## WHAT THE TASK REQUIRES
The whole listing needs to be restated word for word.

## PROVIDED MATERIAL
•••

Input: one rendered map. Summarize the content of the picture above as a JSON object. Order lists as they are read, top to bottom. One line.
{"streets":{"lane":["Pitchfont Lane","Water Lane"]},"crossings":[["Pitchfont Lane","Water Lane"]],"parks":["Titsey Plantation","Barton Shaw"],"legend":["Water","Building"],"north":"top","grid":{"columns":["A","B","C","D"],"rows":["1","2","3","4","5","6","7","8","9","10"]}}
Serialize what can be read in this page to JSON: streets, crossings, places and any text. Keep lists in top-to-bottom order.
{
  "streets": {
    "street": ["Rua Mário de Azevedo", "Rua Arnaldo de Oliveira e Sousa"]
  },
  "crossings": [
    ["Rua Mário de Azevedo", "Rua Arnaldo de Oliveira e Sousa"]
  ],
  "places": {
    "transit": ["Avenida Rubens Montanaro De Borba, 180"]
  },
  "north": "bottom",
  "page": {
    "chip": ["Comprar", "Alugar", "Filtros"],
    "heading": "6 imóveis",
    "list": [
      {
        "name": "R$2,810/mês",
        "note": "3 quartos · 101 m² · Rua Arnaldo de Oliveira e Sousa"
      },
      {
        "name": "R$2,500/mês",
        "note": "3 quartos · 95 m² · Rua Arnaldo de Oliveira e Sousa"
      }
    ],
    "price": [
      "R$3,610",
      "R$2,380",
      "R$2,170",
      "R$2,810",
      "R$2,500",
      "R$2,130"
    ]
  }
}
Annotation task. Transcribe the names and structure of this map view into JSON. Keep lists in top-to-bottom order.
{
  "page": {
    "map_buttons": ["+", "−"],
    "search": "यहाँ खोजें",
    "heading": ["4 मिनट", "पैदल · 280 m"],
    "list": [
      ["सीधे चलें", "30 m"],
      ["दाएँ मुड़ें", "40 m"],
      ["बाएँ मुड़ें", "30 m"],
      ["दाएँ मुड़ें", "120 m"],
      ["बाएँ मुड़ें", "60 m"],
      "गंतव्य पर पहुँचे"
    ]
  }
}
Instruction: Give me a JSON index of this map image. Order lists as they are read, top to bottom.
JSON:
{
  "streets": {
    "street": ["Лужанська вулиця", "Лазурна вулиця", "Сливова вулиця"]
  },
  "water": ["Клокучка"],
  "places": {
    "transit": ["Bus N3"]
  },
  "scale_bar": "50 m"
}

•••

## REPLY TO THE EXERCISE
Input: one rendered map. Summarize the content of the picture above as a JSON object. Order lists as they are read, top to bottom. One line.
{"streets":{"lane":["Pitchfont Lane","Water Lane"]},"crossings":[["Pitchfont Lane","Water Lane"]],"parks":["Titsey Plantation","Barton Shaw"],"legend":["Water","Building"],"north":"top","grid":{"columns":["A","B","C","D"],"rows":["1","2","3","4","5","6","7","8","9","10"]}}
Serialize what can be read in this page to JSON: streets, crossings, places and any text. Keep lists in top-to-bottom order.
{
  "streets": {
    "street": ["Rua Mário de Azevedo", "Rua Arnaldo de Oliveira e Sousa"]
  },
  "crossings": [
    ["Rua Mário de Azevedo", "Rua Arnaldo de Oliveira e Sousa"]
  ],
  "places": {
    "transit": ["Avenida Rubens Montanaro De Borba, 180"]
  },
  "north": "bottom",
  "page": {
    "chip": ["Comprar", "Alugar", "Filtros"],
    "heading": "6 imóveis",
    "list": [
      {
        "name": "R$2,810/mês",
        "note": "3 quartos · 101 m² · Rua Arnaldo de Oliveira e Sousa"
      },
      {
        "name": "R$2,500/mês",
        "note": "3 quartos · 95 m² · Rua Arnaldo de Oliveira e Sousa"
      }
    ],
    "price": [
      "R$3,610",
      "R$2,380",
      "R$2,170",
      "R$2,810",
      "R$2,500",
      "R$2,130"
    ]
  }
}
Annotation task. Transcribe the names and structure of this map view into JSON. Keep lists in top-to-bottom order.
{
  "page": {
    "map_buttons": ["+", "−"],
    "search": "यहाँ खोजें",
    "heading": ["4 मिनट", "पैदल · 280 m"],
    "list": [
      ["सीधे चलें", "30 m"],
      ["दाएँ मुड़ें", "40 m"],
      ["बाएँ मुड़ें", "30 m"],
      ["दाएँ मुड़ें", "120 m"],
      ["बाएँ मुड़ें", "60 m"],
      "गंतव्य पर पहुँचे"
    ]
  }
}
Instruction: Give me a JSON index of this map image. Order lists as they are read, top to bottom.
JSON:
{
  "streets": {
    "street": ["Лужанська вулиця", "Лазурна вулиця", "Сливова вулиця"]
  },
  "water": ["Клокучка"],
  "places": {
    "transit": ["Bus N3"]
  },
  "scale_bar": "50 m"
}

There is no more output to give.